"All of these allegations, including those brought today, are deeply troubling, and we take them very seriously." wrote Vanderbilt Vice Chancellor for Public Affairs Beth Fortune on Friday after announcing that Chris Boyd was suspended from the football team after being charged with accessory after the fact related to the incident that occurred in a Vanderbilt residence hall June 23.
We've been hearing Fortune's name a lot lately in reference to Vanderbilt football and it hasn't been for the release of good news. In late June we found out that four unnamed players had been suspended from the team. In that release Fortune commented, "We will not tolerate any actions that threaten student safety and security."
Then on August 9 the four players; Brandon Vandenburg, Cory Batey, JaBorian McKenzie and Brandon Banks, were indicted for aggravated rape and sexual battery.
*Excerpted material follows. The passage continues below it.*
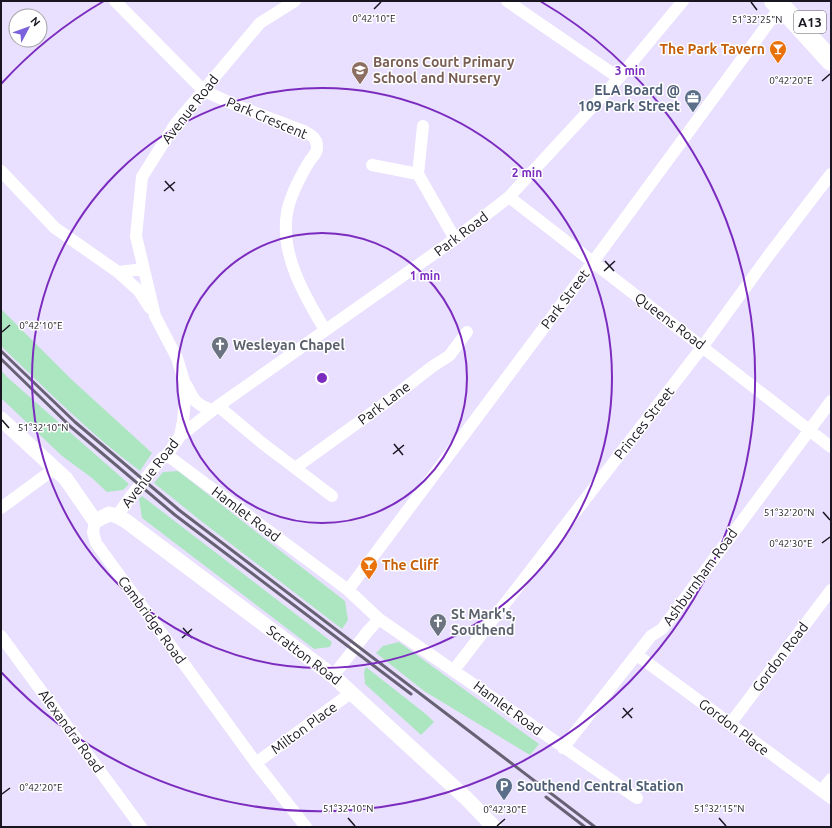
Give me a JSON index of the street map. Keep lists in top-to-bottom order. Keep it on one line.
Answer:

Vandenburg received additional charges of tampering with evidence and unlawful photography.
"We are shocked and saddened by the allegations that such an assault has taken place on our campus and that they include members of our football team," said Fortune in yet another sobering release.
Now Vanderbilt has lost Chris Boyd for likely the season. It is believed that Boyd didn't participate in the actual rape but apparently offered illegal advice. My guess is he advised Vandenburg to delete the photos or video off his phone, but that's just a hunch. I could be wrong. However, if Boyd did do this he may have had no idea that what he was doing was highly illegal. It's unfortunate for Boyd that he may have to spend months or even years in jail for getting involved in something he had no business jumping into.
To me, all this points to another serious problem at Vanderbilt. Like many other universities, the abuse of alcohol and drugs on campus contributes to travesties like this at Vandy. We don't know whether the victim was drunk, on drugs or had been drugged. However, regardless of the reason she was incapacitated what was done to her was wrong and the four charged, if found guilty, need to be severely punished. My guess is that the culprits themselves were also either drunk or under the influence of who knows what. Here's a stat for you, the National Council on Alcoholism and Drug Dependence says that 37 percent of all rapes and sexual assaults involve alcohol. Twenty-seven percent of all aggravated assaults involve booze. Over 36 percent of all inmates in prison "were drinking at the time of their conviction offense".
Vanderbilt has taken bold moves in the past, like abolishing the athletic department (since reestablished) and other innovative yet controversial steps. I don't have all the answers, but I hope the administration will take an aggressive, hard-line stance against alcohol and drugs on campus. Then maybe we won't be getting so much bad news from Beth Fortune.